YOU. WILL. NEVER. SELL. THIS. BOOK.

That strident statement came in a meeting with a potential agent. It seems that I've often been searching for the right agent—one who gets me, my projects, is supportive and involved. But this was not the one. She had been an editor at a major house, and was now agenting, along with editing anthologies of women writers, with the mutual friend who introduced us. As I pulled out my books to show her (Cheerleader, Beauty Queen, Prom Night), it wasn't hard to tell she thought I was a lightweight. We went through my pile of proposals, which she tried not to scoff at. But when I got to FLOW, which I saved for last, her reaction was immediate and intense: Put that in the back of a drawer and forget about it. No one will EVER touch it.

I actually put together FLOW's first incarnation when working at HarperCollins, back when I was in their trade promotional design department. It was called hormoneHELL and was a weekly journal filled with menstrual facts (many of which ended up in FLOW), plus stickers to highlight physical and emotional swings. I designed stickers for "bloated," "cranky," "swollen (type over 2 pink circles)," "anxious," "craving," and many more and put together a comp only to find some GUY named Vinnie had the same idea—Chronicle Books packaged and it was already out there. I was crushed. I mean really, truly heartbroken. So I wrote CHUNKS (with my super cool friend Kevin), and started on my writing path.

Time went on, and FLOW evolved into something else. And still, agents, editors, publishers continued to say no. To be honest, many people have said no to many of my projects—it's not like FLOW was my only source of rejection. But this was the one project, the one idea, the one concept that I kept coming back to. I sort of knew I was meant to do this. Not in a psychic way— no one read tarot cards or my chart and proclaimed me Menstrual Information Queen. But, as I continued to put projects together, I learned the ins and outs of publishing, of working with images and words, of researching cultural history and spinning it through the various lenses I was focusing on.

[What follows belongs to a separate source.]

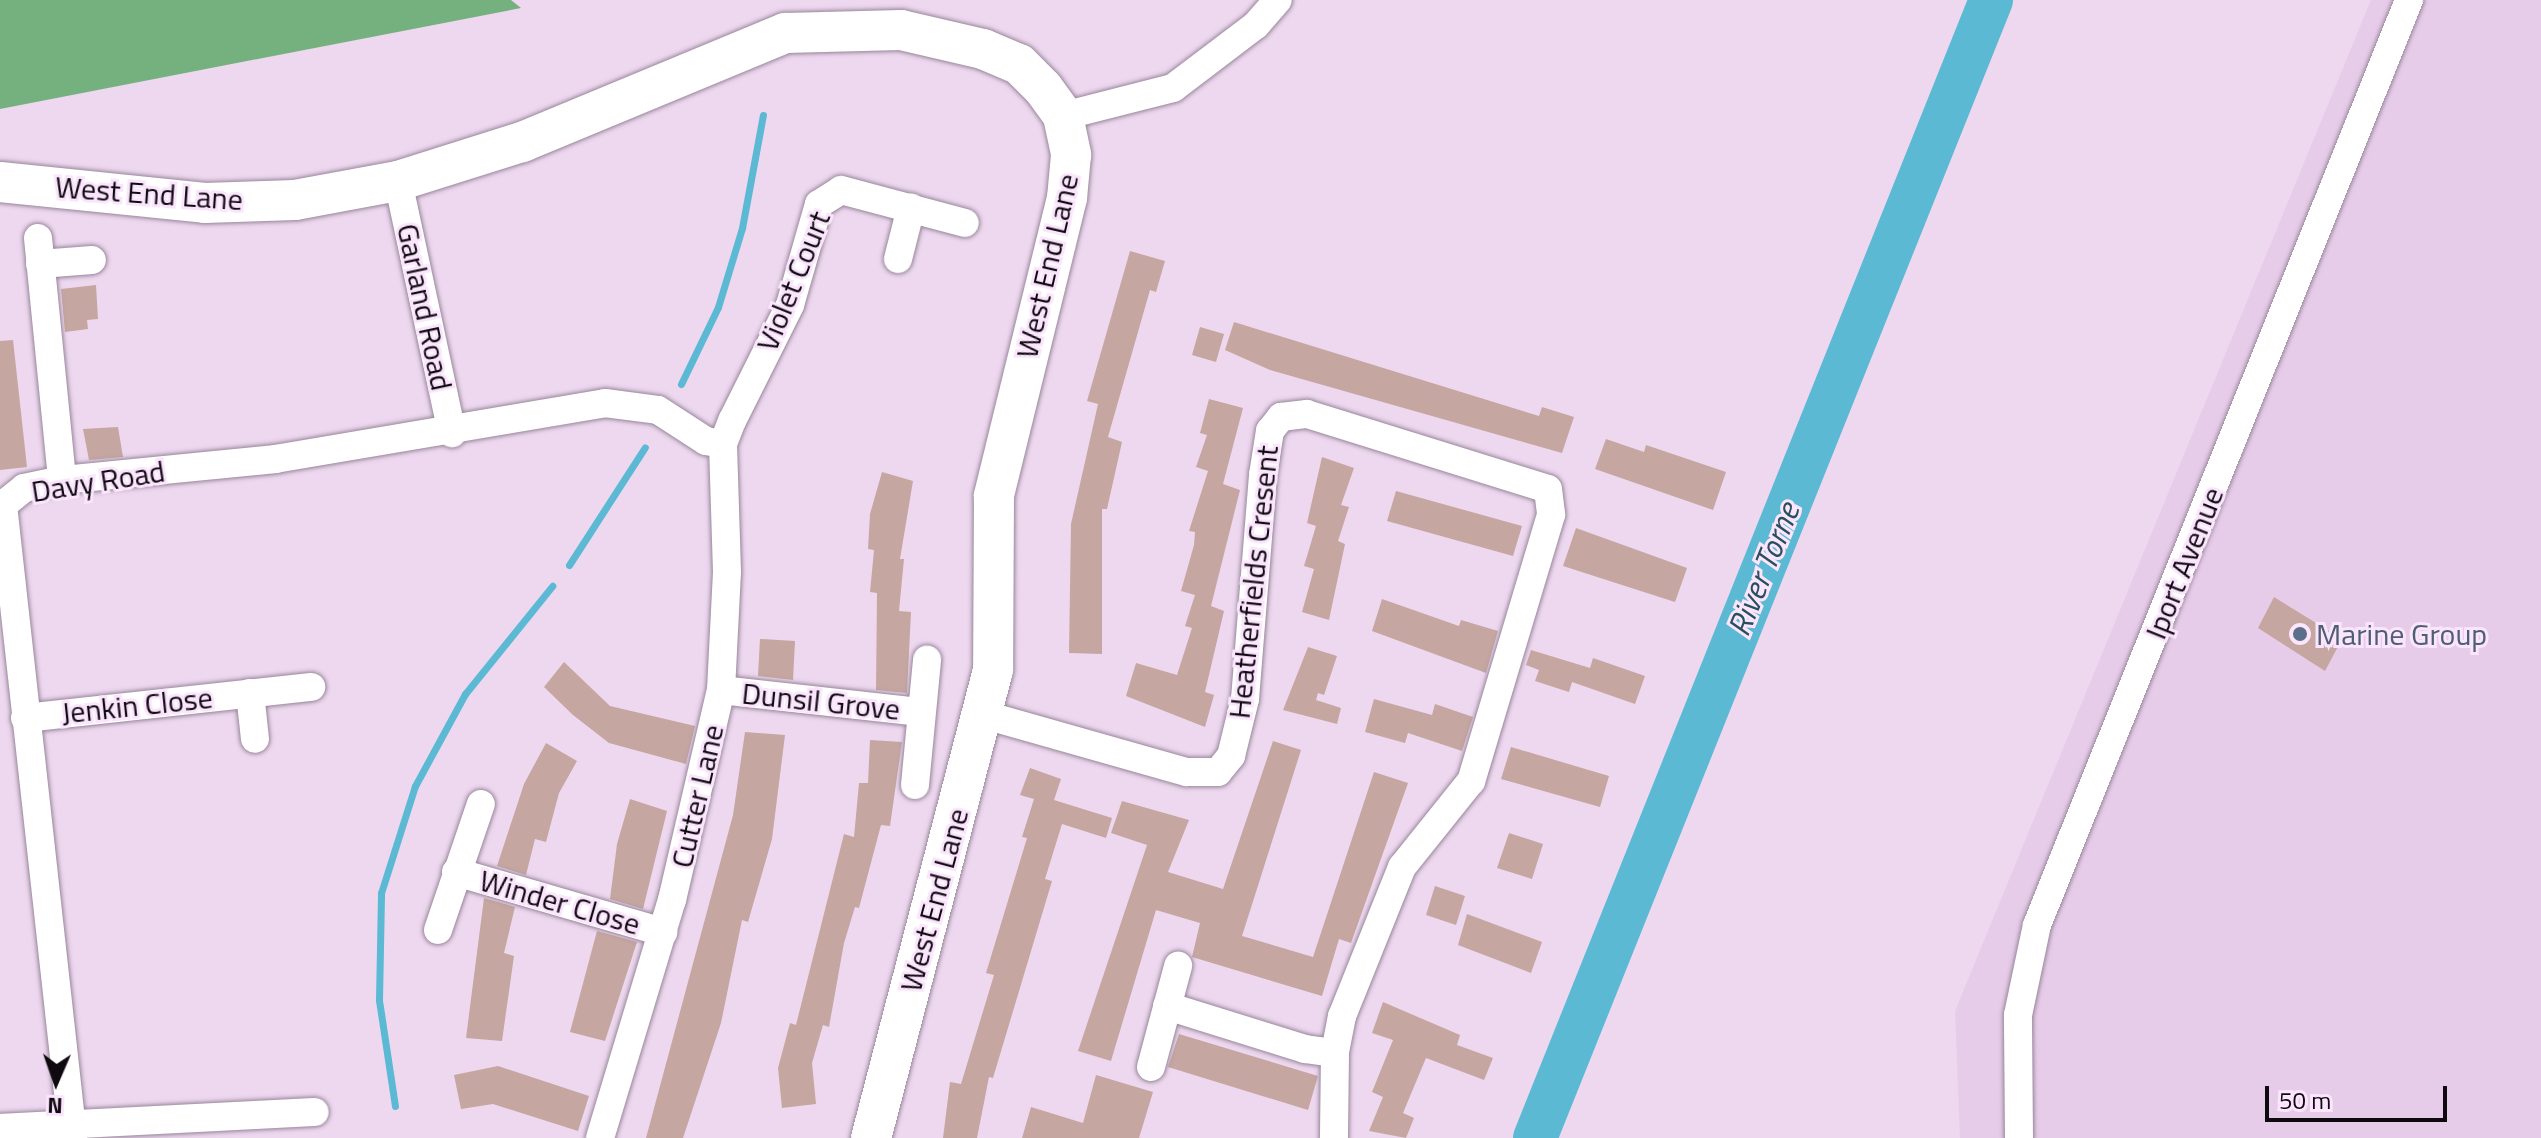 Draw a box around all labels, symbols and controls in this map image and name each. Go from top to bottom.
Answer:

I keep sending FLOW out into the universe until the time was right for it to be. Then St. Martin's bravely said yes. And here we are, on the verge.

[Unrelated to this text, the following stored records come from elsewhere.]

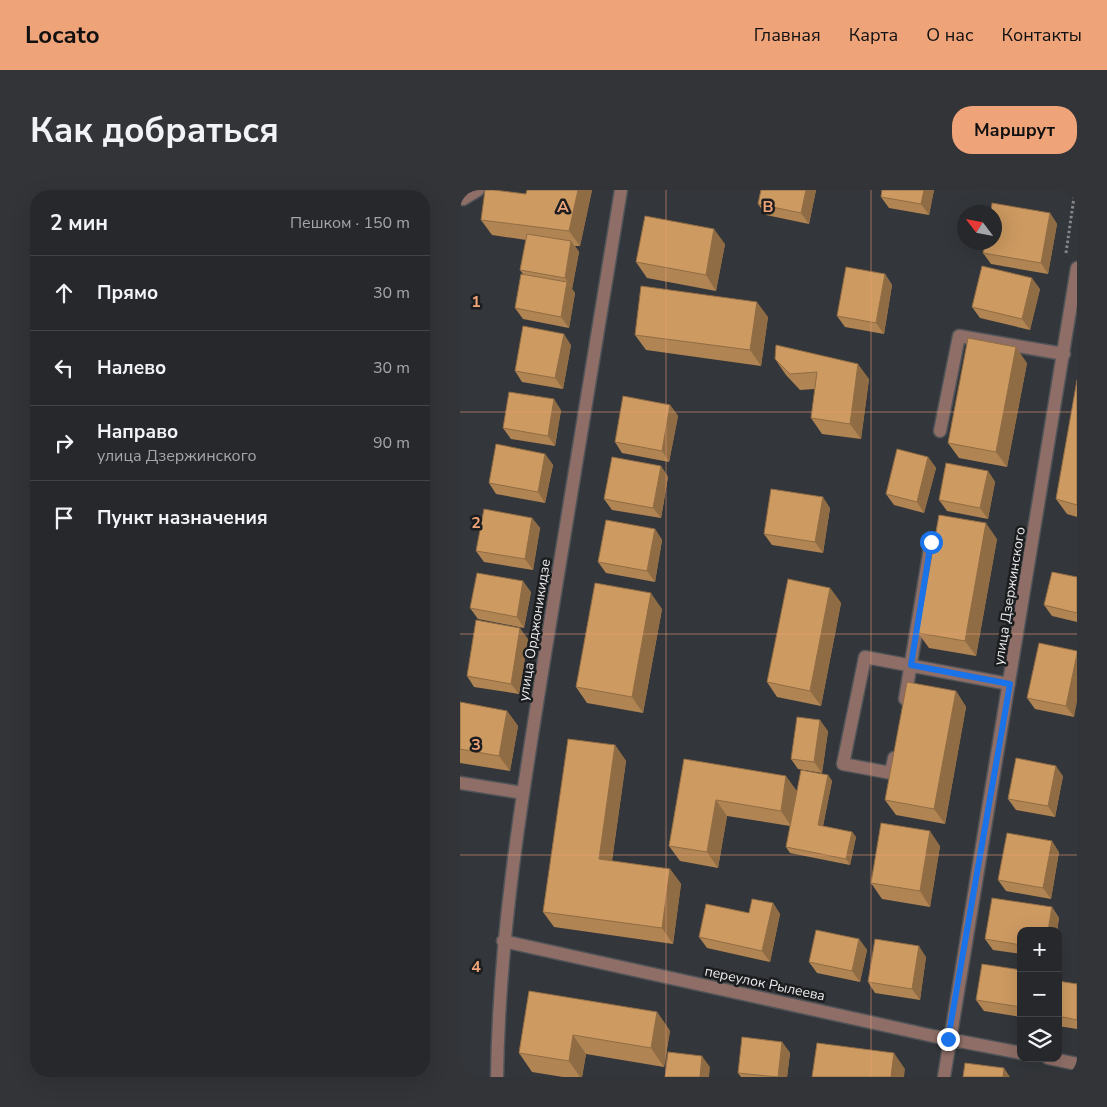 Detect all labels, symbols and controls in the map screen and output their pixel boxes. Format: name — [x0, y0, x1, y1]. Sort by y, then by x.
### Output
text: Locato — [25, 19, 100, 51]
text: Главная — [754, 23, 821, 47]
text: Карта — [849, 23, 898, 47]
text: О нас — [926, 23, 974, 47]
text: Контакты — [1002, 23, 1082, 47]
button: Маршрут — [952, 106, 1077, 154]
text: Как добраться — [30, 107, 279, 154]
text: A — [557, 196, 569, 218]
text: B — [762, 196, 774, 218]
north arrow — [957, 205, 1002, 250]
text: 2 мин — [50, 209, 108, 237]
text: Пешком · 150 m — [290, 212, 410, 234]
icon: ahead — [50, 279, 78, 307]
text: Прямо — [97, 280, 158, 306]
text: 30 m — [373, 282, 410, 304]
text: 1 — [471, 291, 481, 313]
icon: left — [50, 354, 78, 382]
text: Налево — [97, 355, 166, 381]
text: 30 m — [373, 357, 410, 379]
text: Направо — [97, 419, 178, 445]
icon: right — [50, 429, 78, 457]
text: 90 m — [373, 432, 410, 454]
text: улица Дзержинского — [97, 445, 257, 467]
icon: arrive — [50, 504, 78, 532]
text: Пункт назначения — [97, 505, 268, 531]
text: 2 — [471, 512, 481, 534]
street label: улица Дзержинского — [989, 526, 1030, 667]
route start — [920, 531, 943, 554]
street label: улица Орджоникидзе — [514, 558, 555, 703]
text: 3 — [471, 734, 481, 756]
map controls — [1017, 927, 1062, 1062]
button: + — [1017, 927, 1062, 972]
text: 4 — [471, 956, 481, 978]
street label: переулок Рылеева — [703, 961, 827, 1006]
button: − — [1017, 972, 1062, 1017]
button: layers — [1017, 1017, 1062, 1062]
route end — [937, 1028, 960, 1051]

Is the time right? Are people ready to be talking about this? Women (and some men, like Vinnie and Harry Finley of the Museum of Menstruation) have been chipping away at the cone of silence that surrounds menstruation for years. I'm hoping FLOW will act like a kick ass jackhammer.

Day 32 is shameless self promotion.

5 comments:

Jeremy said...

I enjoy shameless self promotion. Have fun with it!

Time is a-ticking. The day is getting closer. You did it my friend :)

Rebecca Elia said...

Yes!! We are ready!

www.rebeccaelia.com

Bella Stander said...

There's a Museum of Menstruation? Amazing, but why's a guy in charge?

Word Geek said...

I think the menstrual moment is here. Been a long time coming.
(that does make it sound like a pregnancy scare...)

Word Geek said...

Bella - same reason the British Museum is full of anything but British artefacts: what is foreign and unfamiliar is worth putting in a museum. WE'VE all been conditioned NOT to talk about it. Fortunately, some of us are breaking through the brainwashing.